18 February 2013
I have for some time considered that I suffer (though I am
certain that the verb, ‘to suffer,’ is too, too extreme) from a mild case of
agoraphobia. I am uncomfortable being away from home for any extended period of
time, say, twenty-four or so hours, and I am loathe to travel any great
distance.
It is fun to label my mild but
constant neuroses, and it is even more fun to define them. And so I have been
considering the nature of my agoraphobia: of what does it consist? If
agoraphobia is not about the space itself—it
is not a specific space of which I am afraid but of all space into which I might venture—then
the agoraphobia must be about my relationship to space itself. Though I love
looking up at the stars, I do not think I want to get any closer to them than I
am at present as I view them through my window or even standing outside in the
proximity of my back door. I do not ‘amuse’ myself on roller coasters or Ferris
wheels, and on an airplane I always choose an aisle seat and do not look out of
the window. It is not fear of heights—acrophobia—but the extreme openness of the
space that panics me.
I think that my problem with space lies
in my perception of its vastness. After all, my entrance into a wide-open space
demands that choices be made in that space, and the choices (and possibilities)

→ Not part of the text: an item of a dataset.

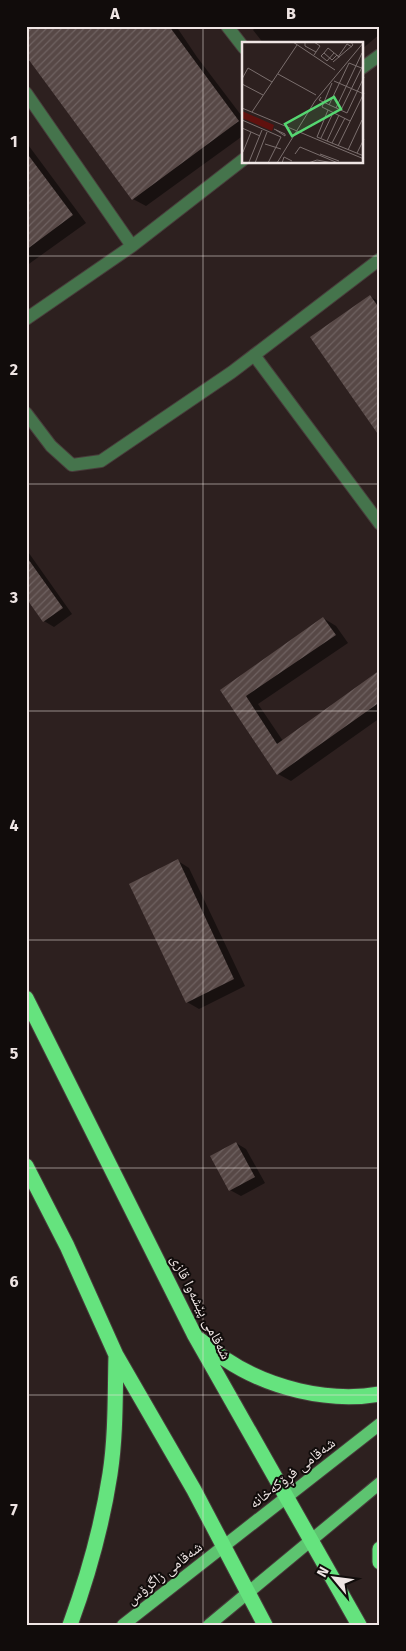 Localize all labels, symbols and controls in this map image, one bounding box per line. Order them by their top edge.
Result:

are, as is the space, illimitable. Agoraphobia
represents an unwillingness, perhaps, to confront illimitable choice! Agoraphobia
is a fear not of making a wrong choice but of making any choice at all and
stems perhaps not from an ignorance of what rubrics might be followed in
choosing or what set of criteria to use for choice but of having too many
possibilities from which to choose. Agoraphobics don’t lack initiative or
confidence: they suffer from too much knowledge. In limited and limiting spaces
the agoraphobic can choose from a seemingly very narrow menu, and the wider the
possibilities the greater is the fear. The agoraphobic prefers a short range of
choice and fears contingency. It is not
certitude that the agoraphobic demands but limited possibility. A constricted
space presents the agoraphobic with only a minimum array of choices: the
agoraphobic—c’est moi—feels
more comfortable with such limit. I know there is more out there but I am very
content in here, thank you.
And the opposite seems also true, and
perhaps for similar reasons: because so much could be placed within illimitable
space, a cluttered space makes choosing too
difficult. There is in this space too much
from which to choose and too many possibilities by which to choose. I recall
once walking onto the floor of a large department store in search of a dress
shirt, and confronting table after table piled high with many beautiful shirts.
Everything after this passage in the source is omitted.